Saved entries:

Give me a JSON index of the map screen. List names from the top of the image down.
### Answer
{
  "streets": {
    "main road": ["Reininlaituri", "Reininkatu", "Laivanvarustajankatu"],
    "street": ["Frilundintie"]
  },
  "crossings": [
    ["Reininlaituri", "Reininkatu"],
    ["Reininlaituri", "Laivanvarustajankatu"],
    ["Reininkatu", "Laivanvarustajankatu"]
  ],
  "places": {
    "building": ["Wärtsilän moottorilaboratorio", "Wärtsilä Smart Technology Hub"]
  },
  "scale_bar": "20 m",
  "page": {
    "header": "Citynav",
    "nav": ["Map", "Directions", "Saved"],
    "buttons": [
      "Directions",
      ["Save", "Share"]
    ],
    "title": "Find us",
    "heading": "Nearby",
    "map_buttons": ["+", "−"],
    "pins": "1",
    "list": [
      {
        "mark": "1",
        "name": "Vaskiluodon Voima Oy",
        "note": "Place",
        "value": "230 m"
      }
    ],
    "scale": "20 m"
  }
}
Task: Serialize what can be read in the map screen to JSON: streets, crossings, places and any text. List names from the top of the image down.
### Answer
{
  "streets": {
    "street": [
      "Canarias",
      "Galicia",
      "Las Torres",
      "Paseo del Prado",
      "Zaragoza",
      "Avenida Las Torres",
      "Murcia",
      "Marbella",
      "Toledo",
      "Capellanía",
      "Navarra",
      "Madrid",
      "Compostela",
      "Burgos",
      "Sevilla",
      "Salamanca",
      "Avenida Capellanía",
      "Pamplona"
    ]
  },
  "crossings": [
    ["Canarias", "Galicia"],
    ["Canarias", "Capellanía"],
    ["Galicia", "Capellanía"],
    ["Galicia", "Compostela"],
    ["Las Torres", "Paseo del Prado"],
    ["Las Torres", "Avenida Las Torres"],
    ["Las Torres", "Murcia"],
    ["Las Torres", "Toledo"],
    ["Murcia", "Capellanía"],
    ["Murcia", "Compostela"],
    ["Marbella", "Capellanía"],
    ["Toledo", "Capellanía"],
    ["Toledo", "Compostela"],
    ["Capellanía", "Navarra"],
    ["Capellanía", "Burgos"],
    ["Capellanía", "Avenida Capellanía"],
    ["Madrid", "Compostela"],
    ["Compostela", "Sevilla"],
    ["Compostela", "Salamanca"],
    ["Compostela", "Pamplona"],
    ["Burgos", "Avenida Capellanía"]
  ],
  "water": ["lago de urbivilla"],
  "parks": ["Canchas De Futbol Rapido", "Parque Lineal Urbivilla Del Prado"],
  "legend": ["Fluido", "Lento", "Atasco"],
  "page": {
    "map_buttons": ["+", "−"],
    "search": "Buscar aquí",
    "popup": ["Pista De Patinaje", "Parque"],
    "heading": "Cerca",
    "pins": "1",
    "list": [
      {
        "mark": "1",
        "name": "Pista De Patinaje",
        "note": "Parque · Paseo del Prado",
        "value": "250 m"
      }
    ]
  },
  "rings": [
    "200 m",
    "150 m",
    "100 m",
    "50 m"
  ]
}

TASK OBJECTIVE -> Word for word, copy out all the data given above.

ANSWER AREA ->
Give me a JSON index of the map screen. List names from the top of the image down.
### Answer
{
  "streets": {
    "main road": ["Reininlaituri", "Reininkatu", "Laivanvarustajankatu"],
    "street": ["Frilundintie"]
  },
  "crossings": [
    ["Reininlaituri", "Reininkatu"],
    ["Reininlaituri", "Laivanvarustajankatu"],
    ["Reininkatu", "Laivanvarustajankatu"]
  ],
  "places": {
    "building": ["Wärtsilän moottorilaboratorio", "Wärtsilä Smart Technology Hub"]
  },
  "scale_bar": "20 m",
  "page": {
    "header": "Citynav",
    "nav": ["Map", "Directions", "Saved"],
    "buttons": [
      "Directions",
      ["Save", "Share"]
    ],
    "title": "Find us",
    "heading": "Nearby",
    "map_buttons": ["+", "−"],
    "pins": "1",
    "list": [
      {
        "mark": "1",
        "name": "Vaskiluodon Voima Oy",
        "note": "Place",
        "value": "230 m"
      }
    ],
    "scale": "20 m"
  }
}
Task: Serialize what can be read in the map screen to JSON: streets, crossings, places and any text. List names from the top of the image down.
### Answer
{
  "streets": {
    "street": [
      "Canarias",
      "Galicia",
      "Las Torres",
      "Paseo del Prado",
      "Zaragoza",
      "Avenida Las Torres",
      "Murcia",
      "Marbella",
      "Toledo",
      "Capellanía",
      "Navarra",
      "Madrid",
      "Compostela",
      "Burgos",
      "Sevilla",
      "Salamanca",
      "Avenida Capellanía",
      "Pamplona"
    ]
  },
  "crossings": [
    ["Canarias", "Galicia"],
    ["Canarias", "Capellanía"],
    ["Galicia", "Capellanía"],
    ["Galicia", "Compostela"],
    ["Las Torres", "Paseo del Prado"],
    ["Las Torres", "Avenida Las Torres"],
    ["Las Torres", "Murcia"],
    ["Las Torres", "Toledo"],
    ["Murcia", "Capellanía"],
    ["Murcia", "Compostela"],
    ["Marbella", "Capellanía"],
    ["Toledo", "Capellanía"],
    ["Toledo", "Compostela"],
    ["Capellanía", "Navarra"],
    ["Capellanía", "Burgos"],
    ["Capellanía", "Avenida Capellanía"],
    ["Madrid", "Compostela"],
    ["Compostela", "Sevilla"],
    ["Compostela", "Salamanca"],
    ["Compostela", "Pamplona"],
    ["Burgos", "Avenida Capellanía"]
  ],
  "water": ["lago de urbivilla"],
  "parks": ["Canchas De Futbol Rapido", "Parque Lineal Urbivilla Del Prado"],
  "legend": ["Fluido", "Lento", "Atasco"],
  "page": {
    "map_buttons": ["+", "−"],
    "search": "Buscar aquí",
    "popup": ["Pista De Patinaje", "Parque"],
    "heading": "Cerca",
    "pins": "1",
    "list": [
      {
        "mark": "1",
        "name": "Pista De Patinaje",
        "note": "Parque · Paseo del Prado",
        "value": "250 m"
      }
    ]
  },
  "rings": [
    "200 m",
    "150 m",
    "100 m",
    "50 m"
  ]
}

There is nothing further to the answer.